* Exercise *
Output the records exactly. Include every line.

◆ ◆ ◆ ◆ ◆

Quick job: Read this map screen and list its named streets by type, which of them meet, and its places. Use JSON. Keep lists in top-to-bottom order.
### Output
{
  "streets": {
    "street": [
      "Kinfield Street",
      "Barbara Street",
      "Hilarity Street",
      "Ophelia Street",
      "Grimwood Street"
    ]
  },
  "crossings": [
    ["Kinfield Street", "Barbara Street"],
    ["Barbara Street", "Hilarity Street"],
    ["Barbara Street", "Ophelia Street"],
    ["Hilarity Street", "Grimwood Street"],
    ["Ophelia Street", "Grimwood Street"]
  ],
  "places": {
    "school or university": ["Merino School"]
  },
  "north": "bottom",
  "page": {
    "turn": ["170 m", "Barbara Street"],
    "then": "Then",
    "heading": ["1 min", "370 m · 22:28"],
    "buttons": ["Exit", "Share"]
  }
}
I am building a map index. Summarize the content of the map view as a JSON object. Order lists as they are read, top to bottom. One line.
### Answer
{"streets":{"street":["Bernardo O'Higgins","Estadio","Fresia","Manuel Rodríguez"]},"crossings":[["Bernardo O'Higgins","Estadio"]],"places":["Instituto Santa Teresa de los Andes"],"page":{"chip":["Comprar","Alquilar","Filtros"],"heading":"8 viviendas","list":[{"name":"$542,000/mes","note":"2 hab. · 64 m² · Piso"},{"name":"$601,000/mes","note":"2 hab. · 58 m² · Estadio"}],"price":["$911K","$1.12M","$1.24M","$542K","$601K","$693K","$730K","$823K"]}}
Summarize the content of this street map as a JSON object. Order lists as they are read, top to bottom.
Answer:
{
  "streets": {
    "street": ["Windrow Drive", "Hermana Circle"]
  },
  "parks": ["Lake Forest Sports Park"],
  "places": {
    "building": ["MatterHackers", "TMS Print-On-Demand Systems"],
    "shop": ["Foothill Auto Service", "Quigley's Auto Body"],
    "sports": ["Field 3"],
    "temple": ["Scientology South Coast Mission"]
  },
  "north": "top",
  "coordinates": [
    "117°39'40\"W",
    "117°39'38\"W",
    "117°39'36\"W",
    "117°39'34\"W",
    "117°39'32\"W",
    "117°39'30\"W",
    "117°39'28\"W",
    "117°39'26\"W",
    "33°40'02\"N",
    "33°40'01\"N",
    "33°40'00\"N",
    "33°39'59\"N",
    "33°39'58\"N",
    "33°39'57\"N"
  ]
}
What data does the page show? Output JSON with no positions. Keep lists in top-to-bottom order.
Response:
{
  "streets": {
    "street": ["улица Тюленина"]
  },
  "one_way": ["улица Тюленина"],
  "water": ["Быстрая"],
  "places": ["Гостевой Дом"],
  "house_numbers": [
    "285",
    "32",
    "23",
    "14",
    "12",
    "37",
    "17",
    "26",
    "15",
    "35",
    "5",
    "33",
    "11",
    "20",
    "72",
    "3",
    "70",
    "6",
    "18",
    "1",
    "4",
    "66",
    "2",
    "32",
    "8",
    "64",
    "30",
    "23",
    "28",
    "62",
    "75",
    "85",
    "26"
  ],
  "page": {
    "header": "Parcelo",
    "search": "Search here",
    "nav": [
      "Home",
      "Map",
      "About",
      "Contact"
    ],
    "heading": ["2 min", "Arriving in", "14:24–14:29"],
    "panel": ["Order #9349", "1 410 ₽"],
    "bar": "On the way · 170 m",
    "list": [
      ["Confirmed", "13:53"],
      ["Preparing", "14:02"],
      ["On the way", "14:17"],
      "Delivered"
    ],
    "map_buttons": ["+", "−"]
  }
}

◆ ◆ ◆ ◆ ◆

* Completed task *
Quick job: Read this map screen and list its named streets by type, which of them meet, and its places. Use JSON. Keep lists in top-to-bottom order.
### Output
{
  "streets": {
    "street": [
      "Kinfield Street",
      "Barbara Street",
      "Hilarity Street",
      "Ophelia Street",
      "Grimwood Street"
    ]
  },
  "crossings": [
    ["Kinfield Street", "Barbara Street"],
    ["Barbara Street", "Hilarity Street"],
    ["Barbara Street", "Ophelia Street"],
    ["Hilarity Street", "Grimwood Street"],
    ["Ophelia Street", "Grimwood Street"]
  ],
  "places": {
    "school or university": ["Merino School"]
  },
  "north": "bottom",
  "page": {
    "turn": ["170 m", "Barbara Street"],
    "then": "Then",
    "heading": ["1 min", "370 m · 22:28"],
    "buttons": ["Exit", "Share"]
  }
}
I am building a map index. Summarize the content of the map view as a JSON object. Order lists as they are read, top to bottom. One line.
### Answer
{"streets":{"street":["Bernardo O'Higgins","Estadio","Fresia","Manuel Rodríguez"]},"crossings":[["Bernardo O'Higgins","Estadio"]],"places":["Instituto Santa Teresa de los Andes"],"page":{"chip":["Comprar","Alquilar","Filtros"],"heading":"8 viviendas","list":[{"name":"$542,000/mes","note":"2 hab. · 64 m² · Piso"},{"name":"$601,000/mes","note":"2 hab. · 58 m² · Estadio"}],"price":["$911K","$1.12M","$1.24M","$542K","$601K","$693K","$730K","$823K"]}}
Summarize the content of this street map as a JSON object. Order lists as they are read, top to bottom.
Answer:
{
  "streets": {
    "street": ["Windrow Drive", "Hermana Circle"]
  },
  "parks": ["Lake Forest Sports Park"],
  "places": {
    "building": ["MatterHackers", "TMS Print-On-Demand Systems"],
    "shop": ["Foothill Auto Service", "Quigley's Auto Body"],
    "sports": ["Field 3"],
    "temple": ["Scientology South Coast Mission"]
  },
  "north": "top",
  "coordinates": [
    "117°39'40\"W",
    "117°39'38\"W",
    "117°39'36\"W",
    "117°39'34\"W",
    "117°39'32\"W",
    "117°39'30\"W",
    "117°39'28\"W",
    "117°39'26\"W",
    "33°40'02\"N",
    "33°40'01\"N",
    "33°40'00\"N",
    "33°39'59\"N",
    "33°39'58\"N",
    "33°39'57\"N"
  ]
}
What data does the page show? Output JSON with no positions. Keep lists in top-to-bottom order.
Response:
{
  "streets": {
    "street": ["улица Тюленина"]
  },
  "one_way": ["улица Тюленина"],
  "water": ["Быстрая"],
  "places": ["Гостевой Дом"],
  "house_numbers": [
    "285",
    "32",
    "23",
    "14",
    "12",
    "37",
    "17",
    "26",
    "15",
    "35",
    "5",
    "33",
    "11",
    "20",
    "72",
    "3",
    "70",
    "6",
    "18",
    "1",
    "4",
    "66",
    "2",
    "32",
    "8",
    "64",
    "30",
    "23",
    "28",
    "62",
    "75",
    "85",
    "26"
  ],
  "page": {
    "header": "Parcelo",
    "search": "Search here",
    "nav": [
      "Home",
      "Map",
      "About",
      "Contact"
    ],
    "heading": ["2 min", "Arriving in", "14:24–14:29"],
    "panel": ["Order #9349", "1 410 ₽"],
    "bar": "On the way · 170 m",
    "list": [
      ["Confirmed", "13:53"],
      ["Preparing", "14:02"],
      ["On the way", "14:17"],
      "Delivered"
    ],
    "map_buttons": ["+", "−"]
  }
}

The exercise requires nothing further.